Saved entries
┏━━
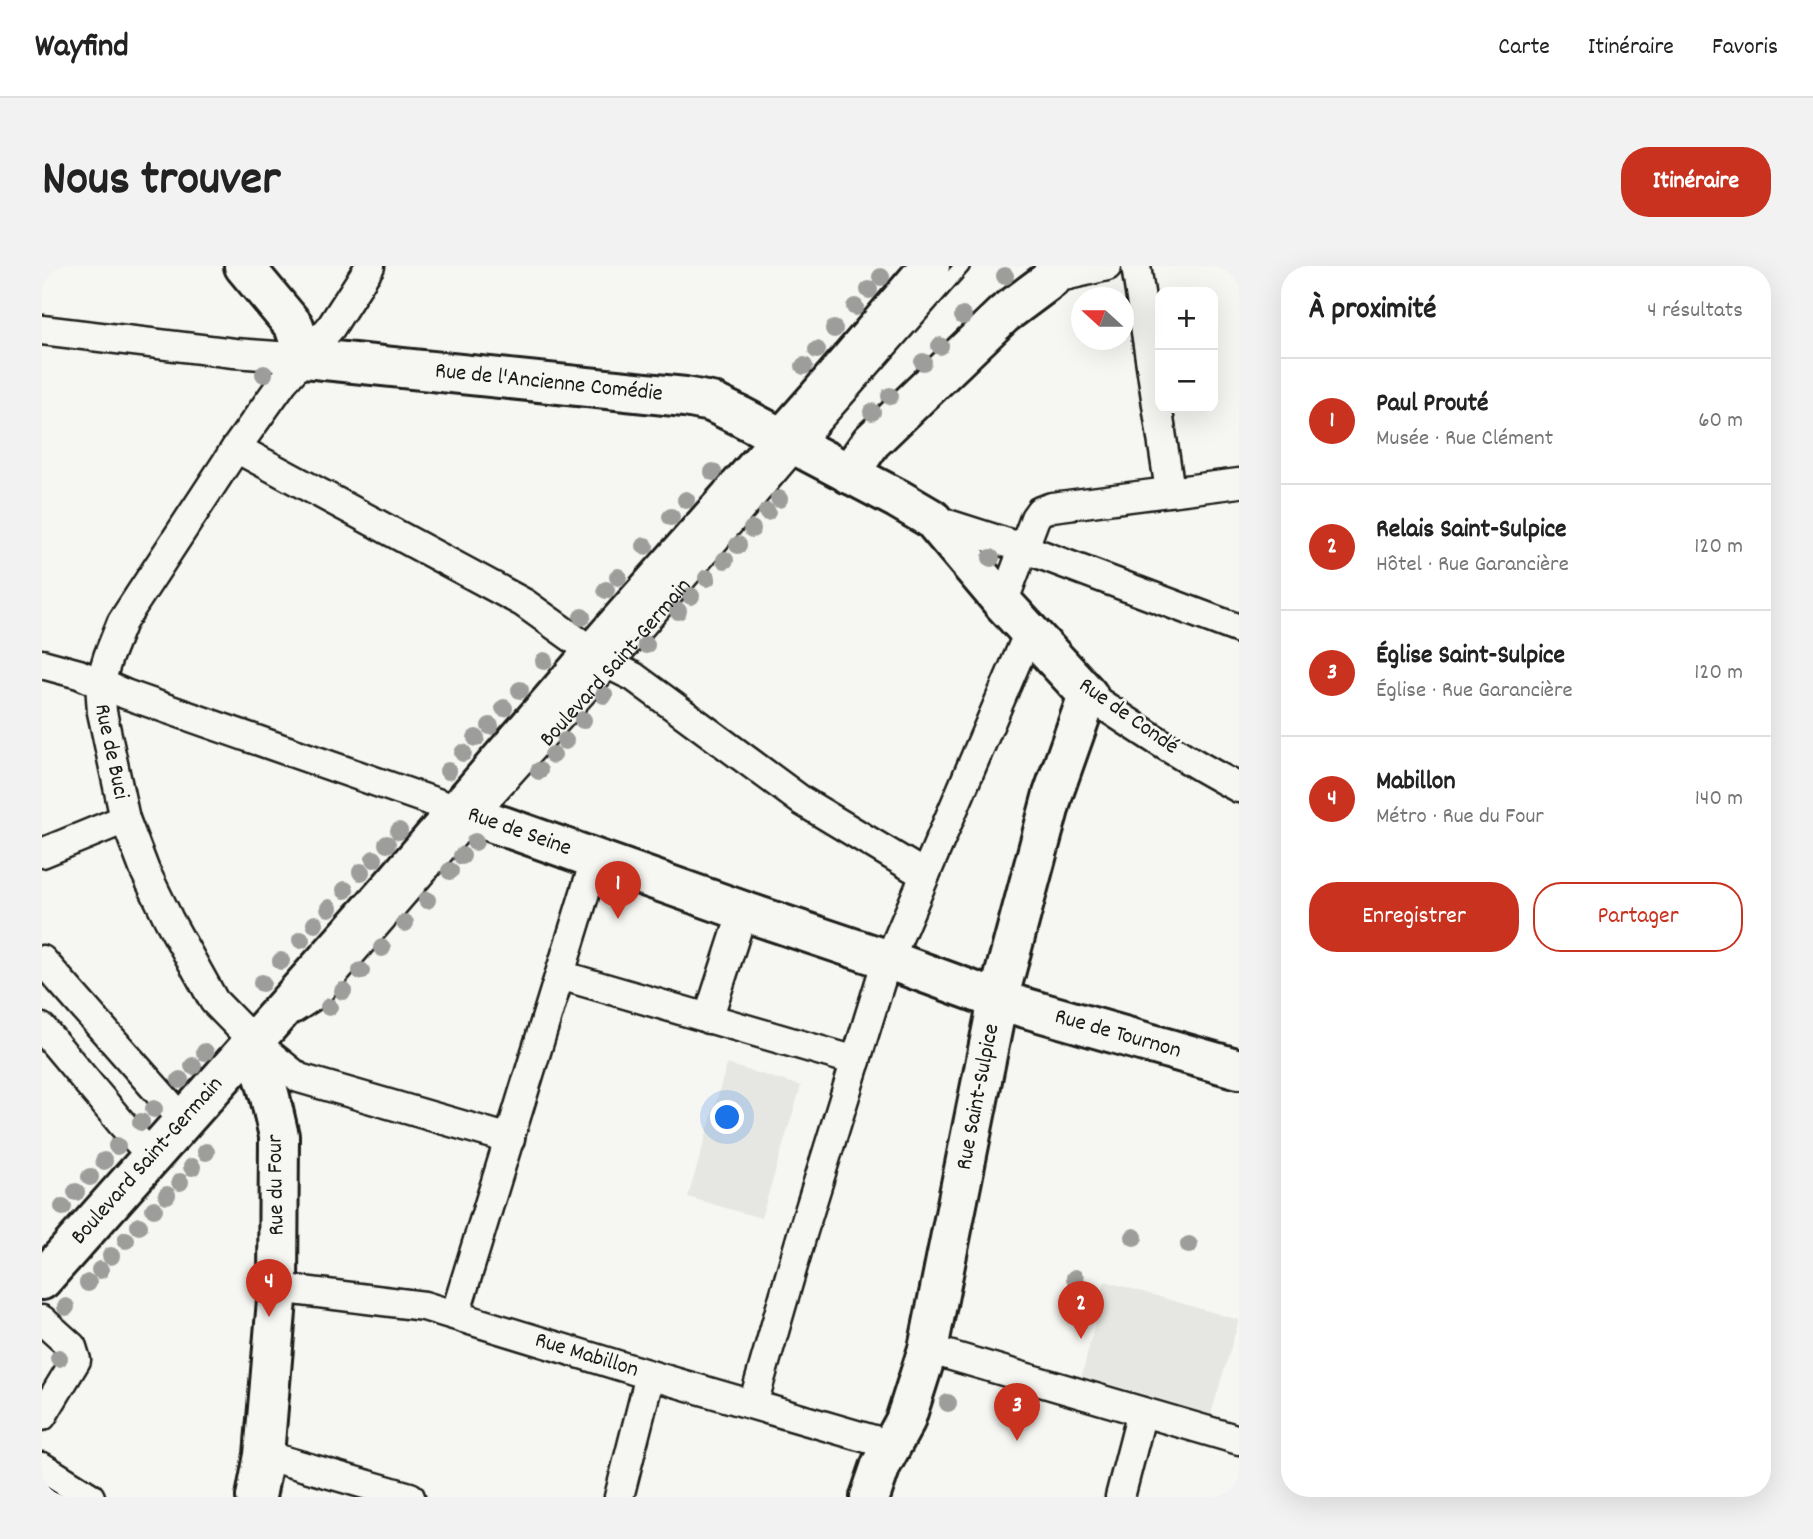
<!DOCTYPE html>
<html lang="fr">
<head>
<meta charset="utf-8">
<style>
	:root { --surface:#fff; --page:#f2f2f2; --text:#222; --muted:#767676; --line:#e0e0e0; --accent:#c8321e }
	body { margin:0; font-family:Dekko,sans-serif; background:var(--page); color:var(--text) }
	.controls { position:absolute; right:21px; top:21px; display:grid; overflow:hidden; border-radius:14px; box-shadow:0 7px 28px #0002 }
	.controls button { width:63px; height:63px; display:grid; place-items:center; padding:0; border:0; border-bottom:2px solid var(--line); background:var(--surface); color:var(--text); font:35px sans-serif }
	.compass { position:absolute; left:1029px; top:21px; width:63px; height:63px; border-radius:50%; background:var(--surface); box-shadow:0 7px 28px #0002; rotate:291deg }
	.you { position:absolute; left:686px; top:852px; width:24px; height:24px; margin:-18px; border:5px solid #fff; border-radius:50%; background:#1a73e8; box-shadow:0 0 0 10px #1a73e833 }
	.badge { display:grid; place-items:center; width:46px; height:46px; border-radius:50%; background:var(--accent); color:#fff; font-size:23px; font-weight:700 }
	.pin { position:absolute; translate:-50% -58px; filter:drop-shadow(0 2px 4px #0008) }
	.pin::after { content:''; position:absolute; top:37px; width:24px; height:21px; background:inherit; clip-path:polygon(0 0,100% 0,50% 100%) }
	.list { margin:0; padding:0; list-style:none }
	h2 { display:flex; justify-content:space-between; align-items:center; height:91px; margin:0; padding:0 28px; font-size:30px }
	h2 small { font-size:23px; font-weight:400; color:var(--muted) }
	.list li { display:grid; grid-template-columns:46px 1fr auto; gap:21px; align-items:center; box-sizing:border-box; height:126px; padding:0 28px; border-top:2px solid var(--line) }
	.list b { display:block; font-size:26px; white-space:nowrap }
	.list p { margin:0; font-size:23px; white-space:nowrap; color:var(--muted) }
	.list em { font-size:23px; font-style:normal; color:var(--muted) }
	.actions { display:flex; gap:14px; padding:21px 28px }
	.actions a { flex:1; padding:16px 0; border:2px solid var(--accent); border-radius:28px; text-align:center; font-size:24px; color:var(--accent) }
	.actions .main { background:var(--accent); color:#fff }
	.map { position:relative; flex:none; width:1197px; height:1231px; overflow:hidden; border-radius:28px }
	header { display:flex; align-items:center; gap:42px; box-sizing:border-box; height:98px; padding:0 35px; background:var(--surface); border-bottom:2px solid var(--line) }
	header strong { font-size:33px }
	nav { display:flex; gap:38px; margin-inline-start:auto; font-size:24px }
	.intro { display:flex; align-items:center; justify-content:space-between; box-sizing:border-box; height:168px; padding:0 42px }
	h1 { margin:0; font-size:49px }
	.button { padding:18px 32px; border-radius:28px; background:var(--accent); color:#fff; font-size:24px; font-weight:700 }
	main { display:flex; gap:42px; padding:0 42px }
	aside { flex:1; background:var(--surface); border-radius:28px; box-shadow:0 7px 28px #0002 }
	.map>svg:first-child { display:block }
	.built { fill:#e6e6e2 }
	.lines { fill:none; stroke-linecap:round; stroke-linejoin:round }
	.lane-casing { stroke:#1c1c1c; stroke-width:19 }
	.street-casing { stroke:#1c1c1c; stroke-width:33 }
	.secondary-casing { stroke:#1c1c1c; stroke-width:44 }
	.primary-casing { stroke:#1c1c1c; stroke-width:44 }
	.lane { stroke:#f6f6f2; stroke-width:14 }
	.street { stroke:#f6f6f2; stroke-width:28 }
	.secondary { stroke:#f6f6f2; stroke-width:38 }
	.primary { stroke:#f6f6f2; stroke-width:38 }
	.tree { fill:#9d9d9b }
	.labels { text-anchor:middle; dominant-baseline:central; stroke-width:5; stroke-linejoin:round; paint-order:stroke }
	.street-label { font-size:23px; fill:#1c1c1c; stroke:#f6f6f2 }
</style>
</head>
<body>
<header>
<strong>Wayfind</strong>
<nav><a>Carte</a><a>Itinéraire</a><a>Favoris</a></nav>
</header>
<div class="intro"><h1>Nous trouver</h1><a class="button">Itinéraire</a></div>
<main>
<div class="map">
<svg width="1197" height="1231" viewBox="0 0 1197 1231">
	<rect width="100%" height="100%" fill="#f6f6f2"/>
	<filter id="ink" filterUnits="userSpaceOnUse"><feTurbulence type="fractalNoise" baseFrequency=".0143" numOctaves="2"/><feDisplacementMap in="SourceGraphic" scale="14" xChannelSelector="R" yChannelSelector="G"/><feConvolveMatrix kernelMatrix="1 2 1 2 8 2 1 2 1" color-interpolation-filters="sRGB"/></filter>
	<g filter="url(#ink)">
		<g class="built">
			<path d="M 685,798 L 759,820 L 719,952 L 646,931 Z"/>
			<path d="M 1063,1015 L 1197,1054 L 1169,1148 L 1040,1110 Z"/>
		</g>
		<g class="lines">
			<g class="lane-casing">
				<g id="lane">
					<path id="s1" d="M 255,749 L 278,734 L 418,572 L 589,382 L 760,182 L 920,0"/>
				</g>
			</g>
			<g class="street-casing">
				<g id="street">
					<path id="s2" d="M 328,0 L 289,61 L 241,116 L 194,182 L 80,356 L 66,391 L 58,417 L 60,446 L 83,553 L 103,605 L 127,654 L 172,735 L 212,776 L 257,812 L 468,873"/>
					<path d="M 1094,0 L 1128,225"/>
					<path d="M 1009,13 L 1065,0"/>
					<path d="M 0,64 L 192,87 L 263,92"/>
					<path d="M 194,182 L 482,337 L 570,400 L 592,411 L 760,535 L 883,609"/>
					<path d="M 890,253 L 981,282 L 1197,363"/>
					<path d="M 961,337 L 993,252 L 998,245 L 1010,241 L 1197,217"/>
					<path d="M 0,398 L 37,408 L 83,428 L 415,544"/>
					<path d="M 1046,429 C 1095,462 1145,495 1197,522"/>
					<path d="M 0,587 L 83,553"/>
					<path d="M 0,694 L 141,854"/>
					<path d="M 518,709 L 814,795"/>
					<path d="M 666,753 L 701,645"/>
					<path d="M 0,762 L 81,859 L 109,889"/>
					<path id="s3" d="M 236,1022 L 382,1040 L 608,1109 L 849,1179"/>
					<path d="M 413,1049 L 553,594"/>
					<path d="M 0,1054 L 30,1081 L 34,1094 L 0,1150"/>
					<path d="M 886,1083 L 1197,1174"/>
					<path d="M 711,1138 L 761,965 L 840,710 L 987,366"/>
					<path d="M 222,1189 L 368,1231"/>
					<path d="M 0,1201 L 48,1231"/>
					<path d="M 577,1231 L 608,1109"/>
					<path d="M 1078,1231 L 1100,1146"/>
				</g>
			</g>
			<g class="secondary-casing">
				<g id="secondary">
					<path id="s4" d="M 202,0 L 252,60 L 263,92 L 643,131 L 669,136 L 698,150 L 856,233 L 890,253 L 961,337 L 1046,429 L 1011,528 L 956,734 L 886,1083 L 863,1155 L 839,1199 L 828,1231"/>
					<path d="M 807,208 L 829,176 L 962,48 L 1009,13 L 1013,0"/>
					<path id="s5" d="M 415,544 L 701,645 L 847,694 L 956,734 L 1197,803"/>
					<path d="M 212,776 L 228,831 L 237,870 L 236,1022 L 222,1189 L 214,1231"/>
				</g>
			</g>
			<g class="primary-casing">
				<g id="primary">
					<path id="s6" d="M 0,1014 L 349,621 L 567,368 L 777,130 L 888,0"/>
				</g>
			</g>
			<use href="#lane" class="lane"/>
			<use href="#street" class="street"/>
			<use href="#secondary" class="secondary"/>
			<use href="#primary" class="primary"/>
		</g>
		<g class="tree">
			<circle cx="963" cy="10" r="9"/>
			<circle cx="839" cy="11" r="9"/>
			<circle cx="827" cy="24" r="9"/>
			<circle cx="813" cy="41" r="9"/>
			<circle cx="921" cy="50" r="9"/>
			<circle cx="792" cy="63" r="9"/>
			<circle cx="898" cy="80" r="9"/>
			<circle cx="775" cy="84" r="9"/>
			<circle cx="881" cy="96" r="9"/>
			<circle cx="762" cy="100" r="9"/>
			<circle cx="222" cy="108" r="9"/>
			<circle cx="848" cy="130" r="9"/>
			<circle cx="830" cy="146" r="9"/>
			<circle cx="671" cy="206" r="9"/>
			<circle cx="737" cy="233" r="9"/>
			<circle cx="644" cy="234" r="9"/>
			<circle cx="725" cy="246" r="9"/>
			<circle cx="629" cy="251" r="9"/>
			<circle cx="710" cy="263" r="9"/>
			<circle cx="696" cy="279" r="9"/>
			<circle cx="603" cy="280" r="9"/>
			<circle cx="949" cy="292" r="9"/>
			<circle cx="683" cy="294" r="9"/>
			<circle cx="576" cy="311" r="9"/>
			<circle cx="665" cy="312" r="9"/>
			<circle cx="564" cy="324" r="9"/>
			<circle cx="649" cy="330" r="9"/>
			<circle cx="636" cy="345" r="9"/>
			<circle cx="540" cy="351" r="9"/>
			<circle cx="604" cy="379" r="9"/>
			<circle cx="502" cy="395" r="9"/>
			<circle cx="478" cy="424" r="9"/>
			<circle cx="562" cy="429" r="9"/>
			<circle cx="462" cy="442" r="9"/>
			<circle cx="541" cy="454" r="9"/>
			<circle cx="448" cy="460" r="9"/>
			<circle cx="434" cy="472" r="9"/>
			<circle cx="523" cy="475" r="9"/>
			<circle cx="421" cy="487" r="9"/>
			<circle cx="511" cy="489" r="9"/>
			<circle cx="406" cy="505" r="9"/>
			<circle cx="497" cy="505" r="9"/>
			<circle cx="357" cy="565" r="9"/>
			<circle cx="433" cy="576" r="9"/>
			<circle cx="345" cy="578" r="9"/>
			<circle cx="420" cy="590" r="9"/>
			<circle cx="332" cy="593" r="9"/>
			<circle cx="408" cy="605" r="9"/>
			<circle cx="319" cy="606" r="9"/>
			<circle cx="303" cy="624" r="9"/>
			<circle cx="385" cy="634" r="9"/>
			<circle cx="287" cy="642" r="9"/>
			<circle cx="363" cy="657" r="9"/>
			<circle cx="273" cy="658" r="9"/>
			<circle cx="259" cy="674" r="9"/>
			<circle cx="340" cy="682" r="9"/>
			<circle cx="239" cy="695" r="9"/>
			<circle cx="319" cy="705" r="9"/>
			<circle cx="220" cy="717" r="9"/>
			<circle cx="301" cy="725" r="9"/>
			<circle cx="287" cy="741" r="9"/>
			<circle cx="163" cy="786" r="9"/>
			<circle cx="151" cy="800" r="9"/>
			<circle cx="138" cy="814" r="9"/>
			<circle cx="112" cy="843" r="9"/>
			<circle cx="99" cy="856" r="9"/>
			<circle cx="75" cy="880" r="9"/>
			<circle cx="164" cy="886" r="9"/>
			<circle cx="62" cy="895" r="9"/>
			<circle cx="150" cy="901" r="9"/>
			<circle cx="48" cy="911" r="9"/>
			<circle cx="138" cy="916" r="9"/>
			<circle cx="34" cy="926" r="9"/>
			<circle cx="125" cy="929" r="9"/>
			<circle cx="21" cy="941" r="9"/>
			<circle cx="112" cy="943" r="9"/>
			<circle cx="97" cy="960" r="9"/>
			<circle cx="1092" cy="971" r="9"/>
			<circle cx="84" cy="974" r="9"/>
			<circle cx="1147" cy="979" r="9"/>
			<circle cx="69" cy="990" r="9"/>
			<circle cx="58" cy="1004" r="9"/>
			<circle cx="1033" cy="1012" r="9"/>
			<circle cx="46" cy="1017" r="9"/>
			<circle cx="24" cy="1041" r="9"/>
			<circle cx="17" cy="1092" r="9"/>
			<circle cx="906" cy="1137" r="9"/>
		</g>
	</g>
	<g class="labels">
		<g class="street-label">
			<text stroke="none"><textPath href="#s4" startOffset="357">Rue de l'Ancienne Comédie</textPath></text>
			<text stroke="none"><textPath href="#s1" startOffset="476">Boulevard Saint-Germain</textPath></text>
			<text transform="translate(1086 451) rotate(35)">Rue de Condé</text>
			<text stroke="none"><textPath href="#s2" startOffset="569">Rue de Buci</textPath></text>
			<text stroke="none"><textPath href="#s5" startOffset="66">Rue de Seine</textPath></text>
			<text stroke="none"><textPath href="#s5" startOffset="698">Rue de Tournon</textPath></text>
			<text transform="translate(937 831) rotate(-79)">Rue Saint-Sulpice</text>
			<text stroke="none"><textPath href="#s6" startOffset="159">Boulevard Saint-Germain</textPath></text>
			<text transform="translate(235 919) rotate(-91)">Rue du Four</text>
			<text stroke="none"><textPath href="#s3" startOffset="317">Rue Mabillon</textPath></text>
		</g>
	</g>
</svg>
<div class="controls">
<button>+</button>
<button>−</button>
</div>
<svg class="compass" viewBox="-18 -18 36 36"><path d="M0-13l5 13h-10z" fill="#e53935"/><path d="M0 13l5-13h-10z" fill="#767676"/></svg>
<div class="you"></div>
<div class="pin badge" style="left:576px;top:653px">1</div>
<div class="pin badge" style="left:1039px;top:1073px">2</div>
<div class="pin badge" style="left:975px;top:1175px">3</div>
<div class="pin badge" style="left:227px;top:1051px">4</div>
</div>
<aside>
<h2>À proximité<small>4 résultats</small></h2>
<ul class="list">
<li><span class="badge">1</span><div><b>Paul Prouté</b><p>Musée · Rue Clément</p></div><em>60 m</em></li>
<li><span class="badge">2</span><div><b>Relais Saint-Sulpice</b><p>Hôtel · Rue Garancière</p></div><em>120 m</em></li>
<li><span class="badge">3</span><div><b>Église Saint-Sulpice</b><p>Église · Rue Garancière</p></div><em>120 m</em></li>
<li><span class="badge">4</span><div><b>Mabillon</b><p>Métro · Rue du Four</p></div><em>140 m</em></li>
</ul>
<div class="actions"><a class="main">Enregistrer</a><a>Partager</a></div>
</aside>
</main>
</body>
</html>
┗━━
▶ _What the task asks_: Print out the entries above word for word from the first line to the line containing "margin:0; font-family:Dekko,sans-serif; background:var(--page);", both included, omitting the pictures.

▶ _Result_:
<!DOCTYPE html>
<html lang="fr">
<head>
<meta charset="utf-8">
<style>
	:root { --surface:#fff; --page:#f2f2f2; --text:#222; --muted:#767676; --line:#e0e0e0; --accent:#c8321e }
	body { margin:0; font-family:Dekko,sans-serif; background:var(--page); color:var(--text) }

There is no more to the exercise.